**INSTRUCTIONS FOR THE TASK**
Exact copies of the lines below are the goal; any images in them are dropped.

Dataset excerpts

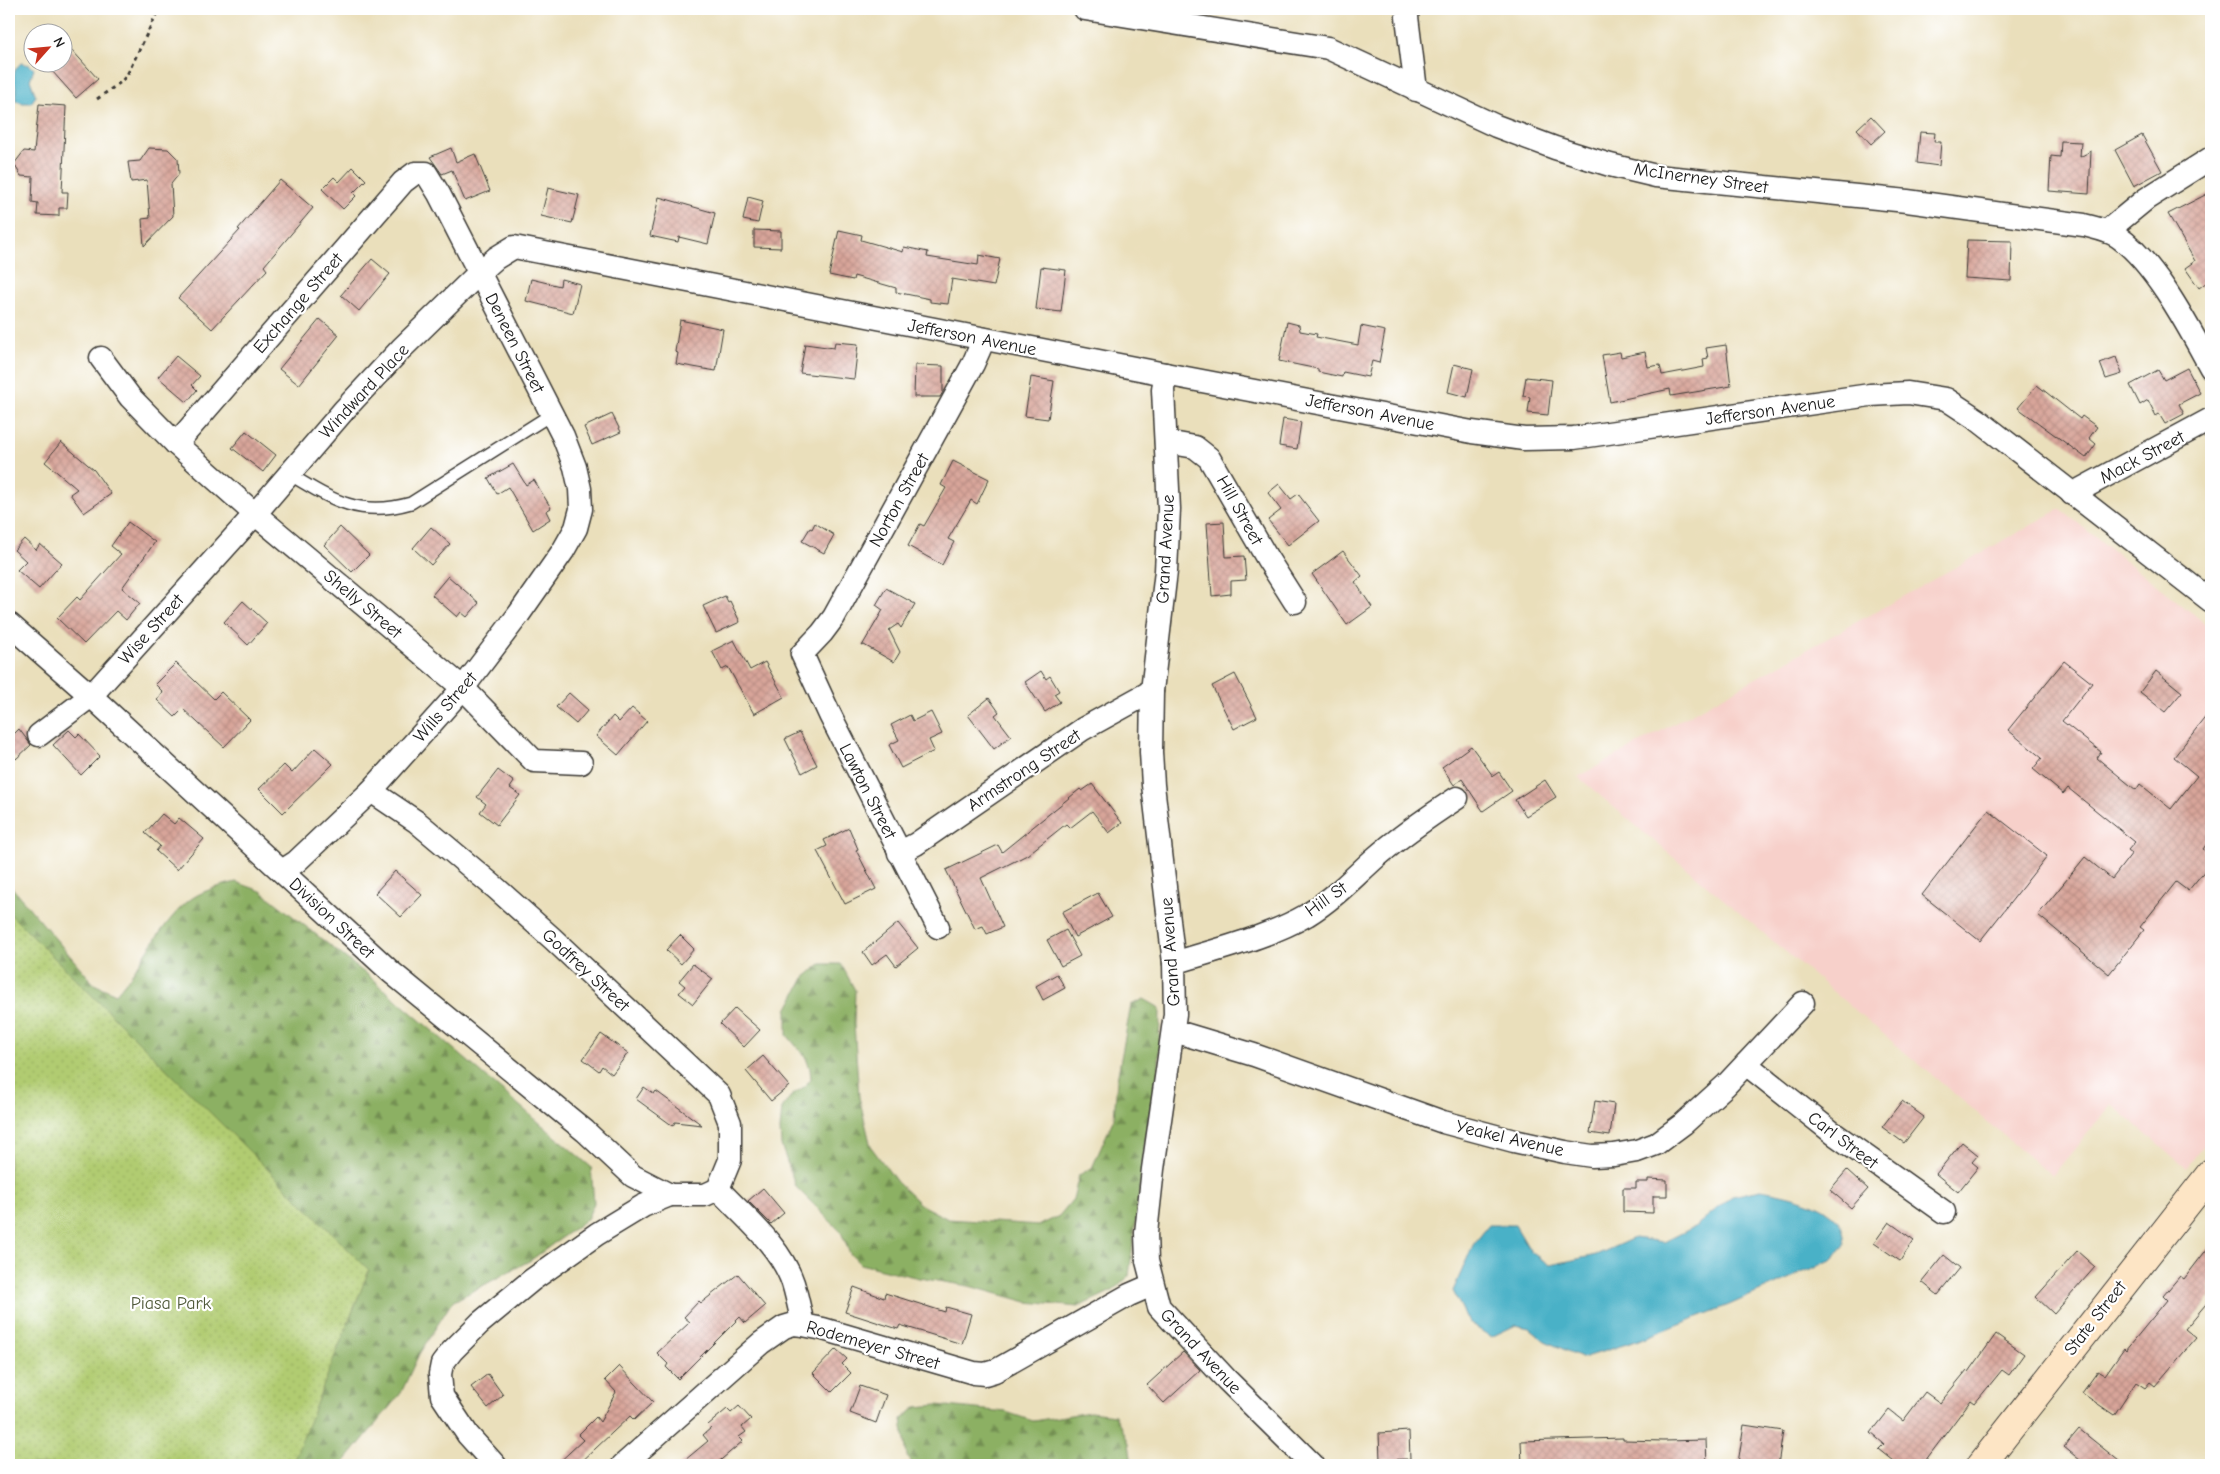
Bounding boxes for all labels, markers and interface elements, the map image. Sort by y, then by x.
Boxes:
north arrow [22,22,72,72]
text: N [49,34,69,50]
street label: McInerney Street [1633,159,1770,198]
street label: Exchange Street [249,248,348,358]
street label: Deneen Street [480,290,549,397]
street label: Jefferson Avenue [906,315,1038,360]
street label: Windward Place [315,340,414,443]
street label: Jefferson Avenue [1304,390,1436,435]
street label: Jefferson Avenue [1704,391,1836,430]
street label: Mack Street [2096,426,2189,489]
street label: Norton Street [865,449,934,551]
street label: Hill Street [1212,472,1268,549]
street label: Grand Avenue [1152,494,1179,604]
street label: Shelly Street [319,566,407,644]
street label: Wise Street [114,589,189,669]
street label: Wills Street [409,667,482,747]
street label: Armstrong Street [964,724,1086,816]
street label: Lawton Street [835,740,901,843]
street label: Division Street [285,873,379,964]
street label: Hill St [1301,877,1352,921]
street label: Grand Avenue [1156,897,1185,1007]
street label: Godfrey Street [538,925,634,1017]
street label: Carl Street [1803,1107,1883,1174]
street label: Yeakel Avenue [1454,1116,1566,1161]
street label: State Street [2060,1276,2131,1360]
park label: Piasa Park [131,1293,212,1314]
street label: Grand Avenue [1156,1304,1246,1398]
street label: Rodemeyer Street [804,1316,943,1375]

**OUTPUT FOR THIS EXERCISE**
Bounding boxes for all labels, markers and interface elements, the map image. Sort by y, then by x.
Boxes:
north arrow [22,22,72,72]
text: N [49,34,69,50]
street label: McInerney Street [1633,159,1770,198]
street label: Exchange Street [249,248,348,358]
street label: Deneen Street [480,290,549,397]
street label: Jefferson Avenue [906,315,1038,360]
street label: Windward Place [315,340,414,443]
street label: Jefferson Avenue [1304,390,1436,435]
street label: Jefferson Avenue [1704,391,1836,430]
street label: Mack Street [2096,426,2189,489]
street label: Norton Street [865,449,934,551]
street label: Hill Street [1212,472,1268,549]
street label: Grand Avenue [1152,494,1179,604]
street label: Shelly Street [319,566,407,644]
street label: Wise Street [114,589,189,669]
street label: Wills Street [409,667,482,747]
street label: Armstrong Street [964,724,1086,816]
street label: Lawton Street [835,740,901,843]
street label: Division Street [285,873,379,964]
street label: Hill St [1301,877,1352,921]
street label: Grand Avenue [1156,897,1185,1007]
street label: Godfrey Street [538,925,634,1017]
street label: Carl Street [1803,1107,1883,1174]
street label: Yeakel Avenue [1454,1116,1566,1161]
street label: State Street [2060,1276,2131,1360]
park label: Piasa Park [131,1293,212,1314]
street label: Grand Avenue [1156,1304,1246,1398]
street label: Rodemeyer Street [804,1316,943,1375]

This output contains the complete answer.